The bandit captains nodded their heads mechanically; the pages bowed, and admired the fashion of his plume and hose; the clients, and petitioners, and parasites, crowded round him, each with a separate request for interest with his potent kinsman.

Great need had Adrian of his wonted urbanity and address, in extricating himself from their grasp; and painfully did he win, at last, the low and narrow door, at which stood a tall servitor, who admitted or rejected the applicants, according to his interest or caprice.
"Is the Baron alone ?" asked Adrian.
"Why, no, my Lord: a foreign signor is with him--but to you he is of course visible." "Well, you may admit me.

I would inquire of his health." The servitor opened the door--through whose aperture peered many a jealous and wistful eye--and consigned Adrian to the guidance of a page, who, older and of greater esteem than the loiterers in the ante-room, was the especial henchman of the Lord of the Castle.

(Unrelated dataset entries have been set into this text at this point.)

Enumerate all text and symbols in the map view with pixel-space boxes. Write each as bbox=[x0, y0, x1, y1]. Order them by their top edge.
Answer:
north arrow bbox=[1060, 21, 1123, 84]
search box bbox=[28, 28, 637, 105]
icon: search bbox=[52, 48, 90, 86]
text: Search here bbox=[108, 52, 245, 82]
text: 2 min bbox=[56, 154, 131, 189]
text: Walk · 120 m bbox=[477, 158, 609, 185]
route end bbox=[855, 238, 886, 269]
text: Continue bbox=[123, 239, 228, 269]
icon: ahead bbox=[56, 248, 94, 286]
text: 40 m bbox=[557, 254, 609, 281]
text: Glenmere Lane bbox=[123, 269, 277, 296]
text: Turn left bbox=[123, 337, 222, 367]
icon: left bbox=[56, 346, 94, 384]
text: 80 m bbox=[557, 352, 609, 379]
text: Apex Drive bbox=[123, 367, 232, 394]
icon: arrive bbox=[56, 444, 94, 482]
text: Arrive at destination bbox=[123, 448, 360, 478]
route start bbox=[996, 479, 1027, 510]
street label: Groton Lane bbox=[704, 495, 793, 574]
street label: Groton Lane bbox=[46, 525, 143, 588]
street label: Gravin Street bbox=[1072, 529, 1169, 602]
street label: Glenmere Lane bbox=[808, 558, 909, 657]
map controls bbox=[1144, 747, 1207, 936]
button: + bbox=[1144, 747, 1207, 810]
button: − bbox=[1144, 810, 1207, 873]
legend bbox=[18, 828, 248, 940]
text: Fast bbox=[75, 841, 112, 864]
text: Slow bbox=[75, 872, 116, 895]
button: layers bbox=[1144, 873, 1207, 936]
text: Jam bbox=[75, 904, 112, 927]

Passing another, but empty chamber, vast and dreary, Adrian found himself in a small cabinet, and in the presence of his kinsman.
Before a table, bearing the implements of writing, sate the old Colonna: a robe of rich furs and velvet hung loose upon his tall and stately frame; from a round skull-cap, of comforting warmth and crimson hue, a few grey locks descended, and mixed with a long and reverent beard.